Accidentally Wes Anderson (@accidentallywesanderson) is devoted to sharing single-frame photographs of architecture, objects, transportation and other mise en scène that capture the color story and sense of place typical of a Wes Anderson film (The Royal Tenenbaums, The Grand Budapest Hotel, The French Dispatch, et al).
Devoted to "the unique, the symmetrical, the atypical, the distinctive design and amazing architecture that inspires us all," the Accidentally Wes Anderson Instagram and its associated website feature images of snowy funiculars, pastel factories, luxe railcars and seaside destinations.
And now, Clifton's Esquire Theatre.
Over the weekend, the page shared a photo of the art house cinema's exterior, with a caption detailing the history of the Esquire — and the time it almost became a fast food chain location.
The theater, which was built in 1911 as the Clifton Opera House, originally showed performances and silent films (accompanied by live organ music), per the Esquire's website, before it moved onto "talkies" in 1927. It became a prominent art house theater before shuttering its doors in 1983.
Wendy's got wind of the closure and proposed a plan to turn the Esquire building into a fast food restaurant.
Residents were having none of that and the case to keep the theater eventually went to the Ohio Supreme Court. The Esquire Theatre reopened in 1990 as the cinema it is today.
The Accidentally Wes Anderson caption reads in part:
When Wendy’s discovered the Esquire sat unused, they jumped at the chance to bring square burgers and Frosty’s to the neighborhood — but they were in for a big surprise. Clifton residents weren’t interested in what was on Wendy’s menu, and instead, wanted to preserve the Esquire. A three-year development battle ensued, leading residents to band together in opposition of (the) developers.
Clifton won, and the Esquire was saved. Today, the Esquire remains the only independent theater in the U.S. to show first-run Hollywood films, and has been celebrated as a “film industry rarity” for it. As it turns out, if patrons are really craving a burger, there’s a Wendy’s about 5 minutes down the road. Though we think they’d probably prefer to snag a soda and popcorn from the concession stand instead.

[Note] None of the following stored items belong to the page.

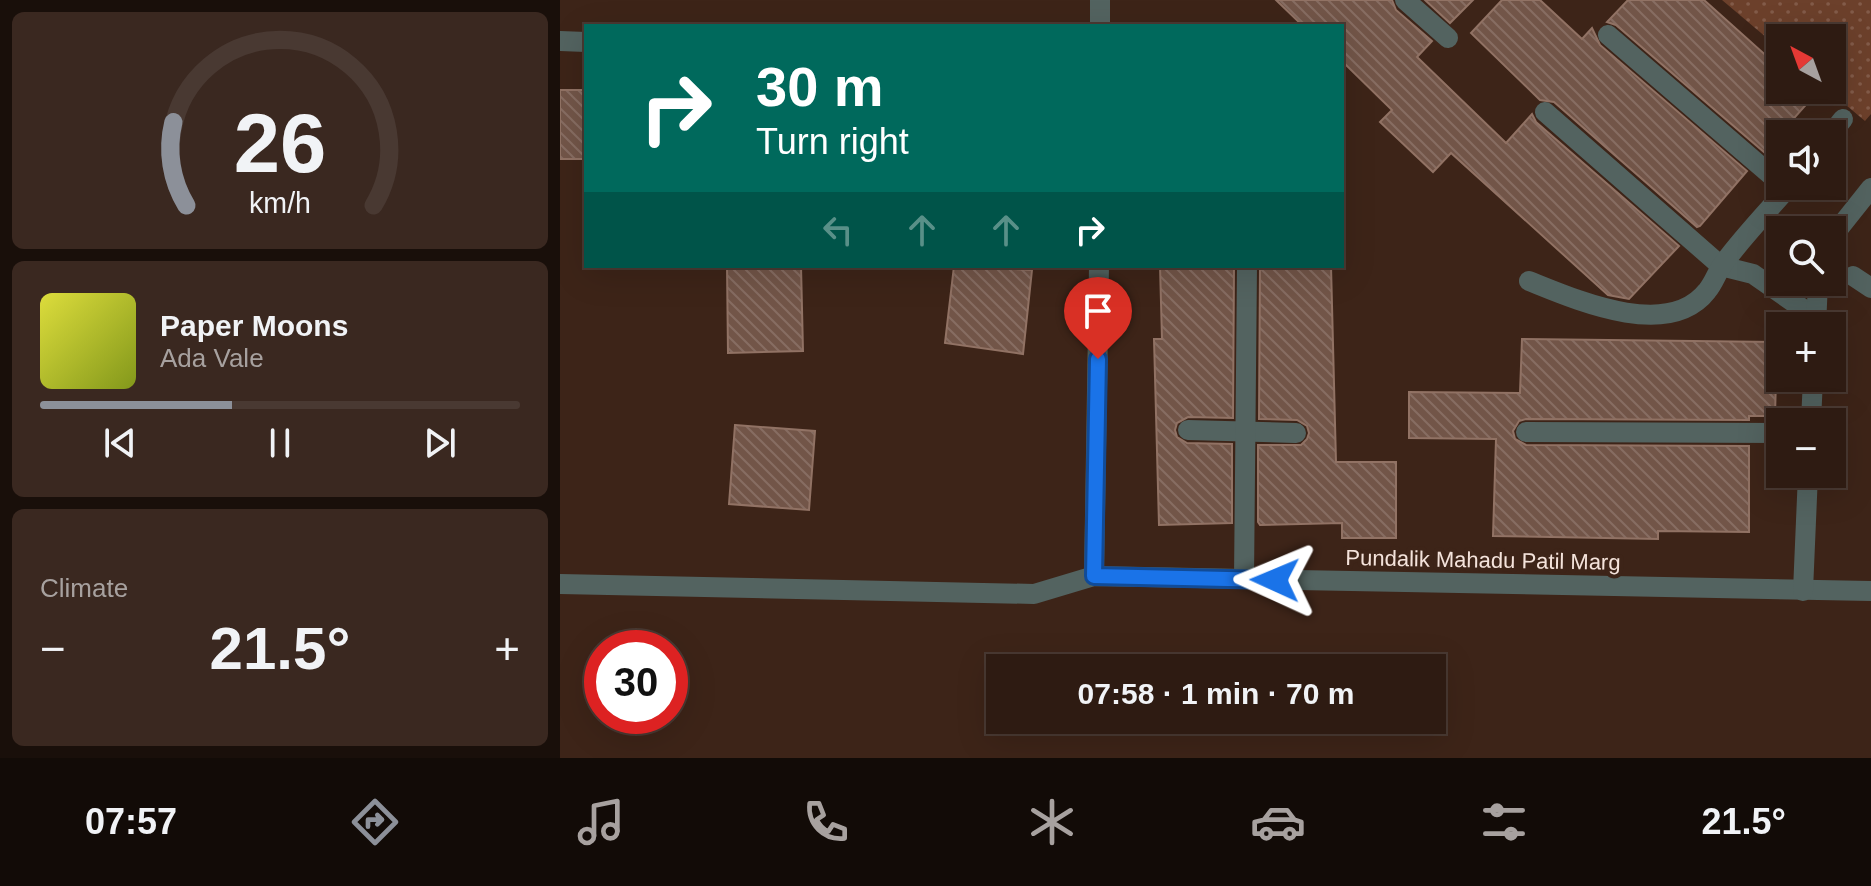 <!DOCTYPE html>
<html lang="en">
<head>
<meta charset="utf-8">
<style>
  body { margin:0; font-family:Arial,sans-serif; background:#3a2820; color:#f1f3f6; height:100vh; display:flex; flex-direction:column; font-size:30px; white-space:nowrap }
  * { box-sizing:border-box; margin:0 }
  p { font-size:26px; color:#a7a19f }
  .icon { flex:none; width:44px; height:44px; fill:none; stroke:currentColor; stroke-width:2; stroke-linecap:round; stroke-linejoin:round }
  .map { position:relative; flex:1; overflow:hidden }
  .details { display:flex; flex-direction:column; gap:12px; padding:12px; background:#190f0a; width:560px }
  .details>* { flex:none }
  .hud { position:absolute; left:24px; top:24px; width:760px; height:244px; border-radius:0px; box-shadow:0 8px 32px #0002,0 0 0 2px #493932; background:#00695c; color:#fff; overflow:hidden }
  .needle { width:52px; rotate:319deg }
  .controls { position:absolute; left:1206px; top:24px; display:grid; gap:16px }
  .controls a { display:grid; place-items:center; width:80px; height:80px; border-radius:0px; background:#2e1b12; box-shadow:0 8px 32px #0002,0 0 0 2px #493932; font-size:40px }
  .speed { position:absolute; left:24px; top:630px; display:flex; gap:16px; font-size:40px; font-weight:700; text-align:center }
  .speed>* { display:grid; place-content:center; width:104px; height:104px; border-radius:50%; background:#2e1b12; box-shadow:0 8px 32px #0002,0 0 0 2px #493932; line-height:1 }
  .speed .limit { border:12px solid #d22; background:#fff; color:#111 }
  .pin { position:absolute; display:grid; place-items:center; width:68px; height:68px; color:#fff; margin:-82px -34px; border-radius:50% 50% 50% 0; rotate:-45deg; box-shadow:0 0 8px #0007 }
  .pin .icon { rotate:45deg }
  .me { position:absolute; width:88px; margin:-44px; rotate:271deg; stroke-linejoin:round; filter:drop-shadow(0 0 6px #0008) }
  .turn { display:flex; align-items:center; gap:28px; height:168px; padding:0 40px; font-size:36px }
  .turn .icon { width:104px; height:104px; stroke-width:2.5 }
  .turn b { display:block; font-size:56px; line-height:68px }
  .lanes { display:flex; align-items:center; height:76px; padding:0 40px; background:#0003; justify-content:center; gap:40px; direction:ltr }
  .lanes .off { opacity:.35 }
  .big { font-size:60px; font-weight:700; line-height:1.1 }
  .details .tile { flex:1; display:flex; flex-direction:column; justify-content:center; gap:12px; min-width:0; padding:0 28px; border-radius:12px; background:#3a2820 }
  .details .dial { align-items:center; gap:0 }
  .dial svg { height:208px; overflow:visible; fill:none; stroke:#493932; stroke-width:7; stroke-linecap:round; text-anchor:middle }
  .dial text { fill:#f1f3f6; stroke:none }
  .song { display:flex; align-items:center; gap:24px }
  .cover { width:96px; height:96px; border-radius:12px; background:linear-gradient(135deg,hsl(60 70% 55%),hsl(70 70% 35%)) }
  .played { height:8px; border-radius:4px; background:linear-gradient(90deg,#8c9099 40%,#493932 40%) }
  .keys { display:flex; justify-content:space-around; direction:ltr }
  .heat { display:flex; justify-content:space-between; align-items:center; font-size:44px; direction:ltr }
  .trip { position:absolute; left:426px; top:654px; width:460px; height:80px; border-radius:0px; background:#2e1b12; box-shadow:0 8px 32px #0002,0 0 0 2px #493932; font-weight:700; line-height:80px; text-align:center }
  .tabs { display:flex; height:128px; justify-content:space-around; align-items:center; background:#120b07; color:#a7a19f }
  .tabs .icon { width:56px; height:56px }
  .tabs .selected { color:#8c9099 }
  .tabs b { font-size:36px; color:#f1f3f6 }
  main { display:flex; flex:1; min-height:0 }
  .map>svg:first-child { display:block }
  .park { fill:url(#park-dots) }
  .building { fill:url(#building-back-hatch); stroke:#917264; stroke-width:2 }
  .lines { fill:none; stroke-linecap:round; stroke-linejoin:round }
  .street { stroke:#536360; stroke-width:20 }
  .route-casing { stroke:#114b97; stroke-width:20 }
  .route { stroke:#1a73e8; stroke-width:14 }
  .labels { text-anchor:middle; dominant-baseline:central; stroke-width:8; stroke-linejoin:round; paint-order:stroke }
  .street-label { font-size:22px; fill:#f4e3db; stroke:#3d2418 }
</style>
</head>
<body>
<main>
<section class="details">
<div class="tile dial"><svg viewBox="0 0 100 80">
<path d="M14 69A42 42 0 1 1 86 69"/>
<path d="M14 69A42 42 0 0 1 9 37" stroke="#8c9099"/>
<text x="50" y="56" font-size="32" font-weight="700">26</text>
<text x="50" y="72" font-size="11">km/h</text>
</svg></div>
<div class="tile">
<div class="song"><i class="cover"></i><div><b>Paper Moons</b><p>Ada Vale</p></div></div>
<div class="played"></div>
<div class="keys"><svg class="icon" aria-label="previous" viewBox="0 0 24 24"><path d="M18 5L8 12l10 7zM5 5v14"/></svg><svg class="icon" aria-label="pause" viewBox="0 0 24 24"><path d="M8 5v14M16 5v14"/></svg><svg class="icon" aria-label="next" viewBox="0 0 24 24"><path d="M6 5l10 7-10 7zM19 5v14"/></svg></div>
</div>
<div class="tile"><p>Climate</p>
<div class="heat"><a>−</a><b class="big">21.5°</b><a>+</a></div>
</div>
</section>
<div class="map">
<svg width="1311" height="758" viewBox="0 0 1311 758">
  <defs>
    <pattern id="park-dots" width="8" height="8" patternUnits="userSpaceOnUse" patternTransform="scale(2)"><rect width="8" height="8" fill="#6c402b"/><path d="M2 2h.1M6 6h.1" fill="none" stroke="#825b49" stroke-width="1.8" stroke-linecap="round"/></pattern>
    <pattern id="building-back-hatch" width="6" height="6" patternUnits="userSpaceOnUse" patternTransform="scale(2)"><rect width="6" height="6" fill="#725548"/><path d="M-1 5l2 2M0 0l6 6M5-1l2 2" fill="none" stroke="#876d62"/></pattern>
  </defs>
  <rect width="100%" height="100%" fill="#3d2418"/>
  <polygon class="park" points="1162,0 1311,0 1311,114 1305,121 1268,90 1272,90 1272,38 1220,38 1220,49"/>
  <g class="building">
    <polygon points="716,0 832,0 836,10 872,41 857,57 946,143 972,114 976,122 1119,246 1069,299 1048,295 891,153 873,172 820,122 832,110 782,61 782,26 743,26"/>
    <polygon points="865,0 913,0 890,23"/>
    <polygon points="942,0 980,0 1022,39 1032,28 1040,45 1187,171 1140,226 1137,227 994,102 980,100 911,33"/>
    <polygon points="1068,0 1144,0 1220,68 1220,90 1259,90 1204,152 1056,25 1047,22"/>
    <rect x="0" y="90" width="26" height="69"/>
    <polygon points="167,266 241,266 243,351 168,353"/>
    <polygon points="394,266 472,270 463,354 385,343"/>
    <polygon points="600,266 674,266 673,418 628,417 617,423 615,430 617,437 627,443 672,444 672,523 599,525 594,339 602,339"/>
    <polygon points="700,266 771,266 776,462 836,462 836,538 782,538 782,523 700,525 698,522 698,445 741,445 747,439 749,433 747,426 737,420 699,419"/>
    <polygon points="962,339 1217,342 1215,416 1189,416 1189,420 966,419 959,421 953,431 955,439 966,445 1189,446 1189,532 1098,531 1098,539 933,536 936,439 849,438 849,392 960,393"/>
    <polygon points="175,425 255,431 249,510 169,504"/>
  </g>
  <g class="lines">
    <g class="street">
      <polyline points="540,0 540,26"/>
      <polyline points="845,0 888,38"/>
      <polyline points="1048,35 1220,183"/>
      <polyline points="0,41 26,42"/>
      <polyline points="985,112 1161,266 1193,274 1256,318"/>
      <polyline points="1271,134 1283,119"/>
      <polyline points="1272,237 1311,188"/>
      <polyline points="1293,276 1311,288"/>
      <path d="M969 281C1014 299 1108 341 1147 291 1154 283 1157 272 1163 264 1182 238 1205 214 1227 189L1223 186"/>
      <polyline points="1256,326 1258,282"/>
      <polyline points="1251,422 1253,378"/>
      <polyline points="628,430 736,433"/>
      <polyline points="966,432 1220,433"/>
      <polyline points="534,576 539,266"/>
      <polyline points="684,579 687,266"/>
      <polyline points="0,584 474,594 534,576 1311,591"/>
      <polyline points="1243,591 1248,474"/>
    </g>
  </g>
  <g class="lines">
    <defs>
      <polyline id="route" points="538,359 534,576 715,580"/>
    </defs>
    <use href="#route" class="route-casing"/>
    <use href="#route" class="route"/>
  </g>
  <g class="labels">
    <g class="street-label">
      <text transform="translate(923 560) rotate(1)">Pundalik Mahadu Patil Marg</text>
    </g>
  </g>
</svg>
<div class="controls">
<a><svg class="needle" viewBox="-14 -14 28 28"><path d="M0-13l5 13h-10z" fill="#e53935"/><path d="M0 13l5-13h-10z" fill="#a7a19f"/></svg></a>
<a><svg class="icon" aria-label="sound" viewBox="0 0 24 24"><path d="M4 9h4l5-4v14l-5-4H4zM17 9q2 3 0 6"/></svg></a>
<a><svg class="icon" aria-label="search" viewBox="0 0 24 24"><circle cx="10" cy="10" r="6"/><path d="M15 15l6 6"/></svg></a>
<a>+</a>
<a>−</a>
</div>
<div class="speed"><div class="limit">30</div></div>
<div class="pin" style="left:538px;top:359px;background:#d93025"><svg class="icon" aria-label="arrive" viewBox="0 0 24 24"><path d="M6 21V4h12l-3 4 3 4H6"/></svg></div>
<svg class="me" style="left:715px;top:580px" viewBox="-20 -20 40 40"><path d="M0-17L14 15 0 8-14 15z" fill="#1a73e8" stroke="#fff" stroke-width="4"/></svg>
<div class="trip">07:58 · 1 min · 70 m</div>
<div class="hud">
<div class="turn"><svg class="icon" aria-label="right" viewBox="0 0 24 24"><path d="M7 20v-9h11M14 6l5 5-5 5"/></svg><div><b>30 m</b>Turn right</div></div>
<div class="lanes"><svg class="icon off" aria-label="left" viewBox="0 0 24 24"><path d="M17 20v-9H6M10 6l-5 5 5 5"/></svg><svg class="icon off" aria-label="ahead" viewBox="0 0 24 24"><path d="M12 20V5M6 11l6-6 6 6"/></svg><svg class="icon off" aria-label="ahead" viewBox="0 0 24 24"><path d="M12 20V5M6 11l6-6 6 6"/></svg><svg class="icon" aria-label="right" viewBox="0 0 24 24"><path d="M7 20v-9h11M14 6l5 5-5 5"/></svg></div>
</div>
</div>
</main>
<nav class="tabs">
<b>07:57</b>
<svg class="icon selected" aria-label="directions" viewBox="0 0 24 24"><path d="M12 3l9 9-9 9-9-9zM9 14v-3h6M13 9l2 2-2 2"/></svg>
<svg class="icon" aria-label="music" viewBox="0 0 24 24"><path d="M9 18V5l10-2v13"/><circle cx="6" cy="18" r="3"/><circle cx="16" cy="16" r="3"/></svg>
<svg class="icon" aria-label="phone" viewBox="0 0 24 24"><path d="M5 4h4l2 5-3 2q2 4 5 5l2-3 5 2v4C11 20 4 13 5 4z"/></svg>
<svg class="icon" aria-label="climate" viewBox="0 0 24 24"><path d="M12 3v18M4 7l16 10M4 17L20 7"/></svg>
<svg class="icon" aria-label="car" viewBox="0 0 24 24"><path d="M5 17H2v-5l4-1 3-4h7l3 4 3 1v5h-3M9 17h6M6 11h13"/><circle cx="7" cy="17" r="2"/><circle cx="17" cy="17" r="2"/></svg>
<svg class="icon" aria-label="filters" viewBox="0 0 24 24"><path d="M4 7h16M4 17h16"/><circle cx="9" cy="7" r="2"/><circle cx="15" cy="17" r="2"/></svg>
<b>21.5°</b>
</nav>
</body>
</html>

And while at one point there may have been a chance you could run into actor Bill Murray on Ludlow Avenue — his son Luke was the assistant basketball coach at Xavier University from 2015-18 — and Hollywood frequently uses Cincinnati as a filming location, the Queen City has never made its way into an Anderson flick.
But highlighting the unique aesthetic and exterior of the Esquire for Accidentally Wes Anderson's 1.6 million followers? Almost as good.